January 17, 2016Blog
During the holidays my husband and I attended a beautiful Christmas service called Christmas Carols and Lessons. Within five minutes I was moved by the music and then surprised by what hit me. The first passage was the story of when Adam and Eve hear God coming in the garden and they hide. God asks “Where are you?” Adam replies “I heard the sound of you in the garden. I was afraid because I was naked so I hid.” God asks, “who told you that you were naked?”
Unlike my Hindu husband I had heard this story many, many times. But for the first time, I sat there and thought, “wow!” We have been fooled since the beginning of the Old Testament and maybe well before that. Maybe this is obvious, but I had never quite listened to the story this way. I usually just heard all the wrongness and punishment in the rest of that story. This time was different. We have so easily bought what other people or culture in general have told us is wrong. Adam and Eve didn’t know they were naked until the serpent told Eve to eat from the tree. They did not believe there was anything wrong with how they were being. They did not believe they had to cover up and hide until someone or something interjected. I guess body shame started way back then, but that is a post in and of itself.
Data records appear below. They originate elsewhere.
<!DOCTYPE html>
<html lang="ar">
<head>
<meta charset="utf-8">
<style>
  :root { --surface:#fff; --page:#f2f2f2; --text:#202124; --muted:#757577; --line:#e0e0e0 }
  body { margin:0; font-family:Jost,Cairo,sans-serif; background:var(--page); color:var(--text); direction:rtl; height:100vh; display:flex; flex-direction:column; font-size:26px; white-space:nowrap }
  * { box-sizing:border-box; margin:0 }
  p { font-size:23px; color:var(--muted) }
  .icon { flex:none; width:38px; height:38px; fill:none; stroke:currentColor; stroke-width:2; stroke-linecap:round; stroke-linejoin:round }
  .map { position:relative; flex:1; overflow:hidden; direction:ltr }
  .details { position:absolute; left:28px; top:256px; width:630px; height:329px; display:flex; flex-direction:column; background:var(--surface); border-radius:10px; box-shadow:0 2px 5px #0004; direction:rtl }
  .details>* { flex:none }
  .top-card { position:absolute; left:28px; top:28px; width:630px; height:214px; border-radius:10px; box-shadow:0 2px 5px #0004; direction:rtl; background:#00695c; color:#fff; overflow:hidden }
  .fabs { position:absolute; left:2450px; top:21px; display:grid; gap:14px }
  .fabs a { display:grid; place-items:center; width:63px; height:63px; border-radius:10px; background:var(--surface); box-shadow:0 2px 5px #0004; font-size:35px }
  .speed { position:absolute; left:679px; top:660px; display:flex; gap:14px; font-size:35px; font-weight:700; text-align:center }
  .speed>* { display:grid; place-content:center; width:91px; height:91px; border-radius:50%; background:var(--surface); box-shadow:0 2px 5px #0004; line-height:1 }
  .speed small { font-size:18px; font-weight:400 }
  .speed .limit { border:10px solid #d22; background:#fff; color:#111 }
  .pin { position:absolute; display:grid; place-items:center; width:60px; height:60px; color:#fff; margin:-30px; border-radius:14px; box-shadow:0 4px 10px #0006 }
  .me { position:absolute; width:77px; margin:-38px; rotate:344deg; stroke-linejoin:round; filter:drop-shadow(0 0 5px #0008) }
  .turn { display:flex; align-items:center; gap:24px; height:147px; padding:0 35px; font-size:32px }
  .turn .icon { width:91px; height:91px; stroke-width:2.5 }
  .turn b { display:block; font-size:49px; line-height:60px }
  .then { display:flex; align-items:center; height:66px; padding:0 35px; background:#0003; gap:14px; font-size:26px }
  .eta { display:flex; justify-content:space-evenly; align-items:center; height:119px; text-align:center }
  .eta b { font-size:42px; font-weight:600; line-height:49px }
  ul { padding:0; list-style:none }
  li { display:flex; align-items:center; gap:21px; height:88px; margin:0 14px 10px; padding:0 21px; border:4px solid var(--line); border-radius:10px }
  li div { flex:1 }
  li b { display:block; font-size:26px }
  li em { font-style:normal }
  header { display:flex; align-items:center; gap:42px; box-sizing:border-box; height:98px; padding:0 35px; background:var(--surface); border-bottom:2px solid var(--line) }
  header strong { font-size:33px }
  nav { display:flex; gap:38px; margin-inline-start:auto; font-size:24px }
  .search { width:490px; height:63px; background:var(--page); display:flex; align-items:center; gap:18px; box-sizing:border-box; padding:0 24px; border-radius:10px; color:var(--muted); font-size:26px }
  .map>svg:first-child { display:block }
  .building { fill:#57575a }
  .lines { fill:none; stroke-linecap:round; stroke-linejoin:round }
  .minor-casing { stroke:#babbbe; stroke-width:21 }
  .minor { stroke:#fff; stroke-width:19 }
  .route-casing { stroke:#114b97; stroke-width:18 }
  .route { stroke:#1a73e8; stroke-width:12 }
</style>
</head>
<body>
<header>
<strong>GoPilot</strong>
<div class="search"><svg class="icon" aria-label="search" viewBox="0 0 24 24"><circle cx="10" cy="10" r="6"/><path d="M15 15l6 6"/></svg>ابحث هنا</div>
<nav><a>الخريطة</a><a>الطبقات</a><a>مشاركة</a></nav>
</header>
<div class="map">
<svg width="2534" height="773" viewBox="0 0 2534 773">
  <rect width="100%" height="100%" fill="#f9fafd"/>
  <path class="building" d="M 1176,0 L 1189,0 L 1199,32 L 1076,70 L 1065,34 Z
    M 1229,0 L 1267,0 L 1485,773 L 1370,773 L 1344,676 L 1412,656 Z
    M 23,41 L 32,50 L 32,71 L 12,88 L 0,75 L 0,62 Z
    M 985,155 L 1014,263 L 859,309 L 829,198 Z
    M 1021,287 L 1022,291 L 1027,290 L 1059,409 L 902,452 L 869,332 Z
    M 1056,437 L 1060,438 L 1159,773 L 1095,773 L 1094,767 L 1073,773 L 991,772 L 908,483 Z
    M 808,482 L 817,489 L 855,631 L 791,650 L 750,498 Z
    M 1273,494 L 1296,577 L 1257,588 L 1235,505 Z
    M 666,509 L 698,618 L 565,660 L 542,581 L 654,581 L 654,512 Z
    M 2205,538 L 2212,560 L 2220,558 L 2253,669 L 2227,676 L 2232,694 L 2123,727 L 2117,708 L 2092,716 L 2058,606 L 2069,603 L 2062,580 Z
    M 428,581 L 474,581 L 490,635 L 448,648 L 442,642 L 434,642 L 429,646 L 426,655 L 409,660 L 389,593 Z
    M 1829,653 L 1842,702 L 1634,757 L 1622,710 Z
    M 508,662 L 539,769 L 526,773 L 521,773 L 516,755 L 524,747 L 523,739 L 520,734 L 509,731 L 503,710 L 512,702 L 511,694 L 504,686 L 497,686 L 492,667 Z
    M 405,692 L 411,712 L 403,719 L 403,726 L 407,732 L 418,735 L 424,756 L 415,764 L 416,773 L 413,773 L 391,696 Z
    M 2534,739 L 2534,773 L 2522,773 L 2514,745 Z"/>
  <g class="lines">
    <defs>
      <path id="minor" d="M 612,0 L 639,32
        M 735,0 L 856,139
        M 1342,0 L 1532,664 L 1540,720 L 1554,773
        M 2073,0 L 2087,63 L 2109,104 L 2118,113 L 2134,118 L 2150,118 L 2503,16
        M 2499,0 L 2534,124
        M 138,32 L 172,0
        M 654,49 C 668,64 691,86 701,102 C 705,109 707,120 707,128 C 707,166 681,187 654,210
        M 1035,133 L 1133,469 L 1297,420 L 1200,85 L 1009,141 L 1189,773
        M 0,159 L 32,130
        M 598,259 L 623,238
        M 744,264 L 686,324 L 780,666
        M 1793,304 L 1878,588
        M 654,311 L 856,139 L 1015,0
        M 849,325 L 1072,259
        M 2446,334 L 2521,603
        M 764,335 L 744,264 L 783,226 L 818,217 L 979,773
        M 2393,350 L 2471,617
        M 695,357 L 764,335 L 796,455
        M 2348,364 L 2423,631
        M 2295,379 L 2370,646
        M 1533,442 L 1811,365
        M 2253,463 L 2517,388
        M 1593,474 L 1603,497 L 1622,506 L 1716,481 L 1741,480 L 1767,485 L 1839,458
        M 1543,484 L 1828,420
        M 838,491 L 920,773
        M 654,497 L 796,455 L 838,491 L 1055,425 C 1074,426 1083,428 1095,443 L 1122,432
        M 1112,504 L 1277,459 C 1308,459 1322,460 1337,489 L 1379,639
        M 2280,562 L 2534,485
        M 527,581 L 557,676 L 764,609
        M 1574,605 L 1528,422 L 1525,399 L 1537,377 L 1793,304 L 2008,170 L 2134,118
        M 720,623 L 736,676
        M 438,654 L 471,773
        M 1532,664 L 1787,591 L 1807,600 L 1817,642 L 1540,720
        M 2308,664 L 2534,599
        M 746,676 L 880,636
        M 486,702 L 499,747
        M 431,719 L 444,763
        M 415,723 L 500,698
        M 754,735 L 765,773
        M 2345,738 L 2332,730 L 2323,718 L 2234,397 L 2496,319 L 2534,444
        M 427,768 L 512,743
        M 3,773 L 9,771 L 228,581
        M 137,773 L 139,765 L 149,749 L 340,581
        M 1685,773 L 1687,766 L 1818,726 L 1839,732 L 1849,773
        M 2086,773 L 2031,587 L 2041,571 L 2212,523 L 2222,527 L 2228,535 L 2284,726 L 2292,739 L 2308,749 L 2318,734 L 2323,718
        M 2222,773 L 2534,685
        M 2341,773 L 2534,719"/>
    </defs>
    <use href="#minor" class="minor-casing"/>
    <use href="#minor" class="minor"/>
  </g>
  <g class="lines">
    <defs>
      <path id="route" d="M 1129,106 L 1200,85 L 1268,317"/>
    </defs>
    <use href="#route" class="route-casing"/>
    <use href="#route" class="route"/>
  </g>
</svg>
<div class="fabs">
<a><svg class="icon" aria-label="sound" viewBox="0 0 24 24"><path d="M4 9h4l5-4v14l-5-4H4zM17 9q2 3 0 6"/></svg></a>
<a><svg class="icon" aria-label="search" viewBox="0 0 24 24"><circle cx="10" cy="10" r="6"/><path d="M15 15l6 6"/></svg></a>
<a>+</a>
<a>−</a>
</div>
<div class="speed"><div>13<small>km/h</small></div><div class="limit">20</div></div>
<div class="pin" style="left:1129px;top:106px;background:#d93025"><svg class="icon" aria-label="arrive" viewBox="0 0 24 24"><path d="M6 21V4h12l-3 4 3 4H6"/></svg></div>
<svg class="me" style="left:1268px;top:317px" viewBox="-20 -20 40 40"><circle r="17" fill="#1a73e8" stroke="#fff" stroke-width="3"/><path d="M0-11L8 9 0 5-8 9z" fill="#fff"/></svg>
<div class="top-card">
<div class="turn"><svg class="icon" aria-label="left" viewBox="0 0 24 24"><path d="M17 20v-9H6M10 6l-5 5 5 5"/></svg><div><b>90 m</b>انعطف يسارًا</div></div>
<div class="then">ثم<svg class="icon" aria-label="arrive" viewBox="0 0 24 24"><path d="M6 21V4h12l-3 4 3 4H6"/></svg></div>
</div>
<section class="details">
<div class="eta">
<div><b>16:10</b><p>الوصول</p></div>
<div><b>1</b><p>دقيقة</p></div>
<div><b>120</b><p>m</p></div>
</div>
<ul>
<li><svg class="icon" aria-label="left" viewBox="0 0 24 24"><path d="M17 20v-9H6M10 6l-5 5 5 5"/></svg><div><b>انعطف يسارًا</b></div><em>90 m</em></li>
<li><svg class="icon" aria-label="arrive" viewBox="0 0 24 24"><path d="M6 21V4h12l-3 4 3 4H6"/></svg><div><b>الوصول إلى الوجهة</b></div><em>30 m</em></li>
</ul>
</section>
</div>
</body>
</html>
Back to today’s reflection…. How often do we travel through life thinking we are wrong simply because someone or something told us we were and we bought it? What if their truth is not our truth? I am not here to say whether we should be walking around naked or not. Although I am sure we could have a lot of fun with that conversation. The point is whose life are we living? Whose voices are we hearing? Do we even know how we feel or what we want? Do we even really recognize our own voice? Or are we following an accumulation of ideas and rules that other people convinced us was the right way to live — ideas that other people told us define success or a happy life? I ask myself and my clients these questions often. I ask the questions not to come up with an answer right away. I ask to create an opening and an openness. I am a firm believer of the great poet Rainer Marie Rilke’s idea to, “have patience with all that is unresolved in your heart. Try to love the questions themselves…”.
The questions are reminders that these are our lives to create in our own authentic ways. The questions help give insight and direction in an intuitive sort of way. There seems to be an immediate awareness about what comes from within versus what is some rule passed along that we have been trying to squeeze into. I don’t ever intend to stop asking questions. They are a reminder of possibilities. They point to the responsibility and privilege to shine our very own light. It is so easy for the world’s rules and occurrences to mute or attempt to extinguish that light. That’s never the end of the story though. It doesn’t have to be unless we let it.
The last lesson of that Christmas service brought it all home. It is a passage from John that reads, “…light shines in darkness and darkness could not over power it”. As we settle into the new year, let us remember our light. How willing are we to travel into our authenticity — that light that we are here to contribute to the world? Each of us has our very own that only we can be. The journey into this begins with the questions.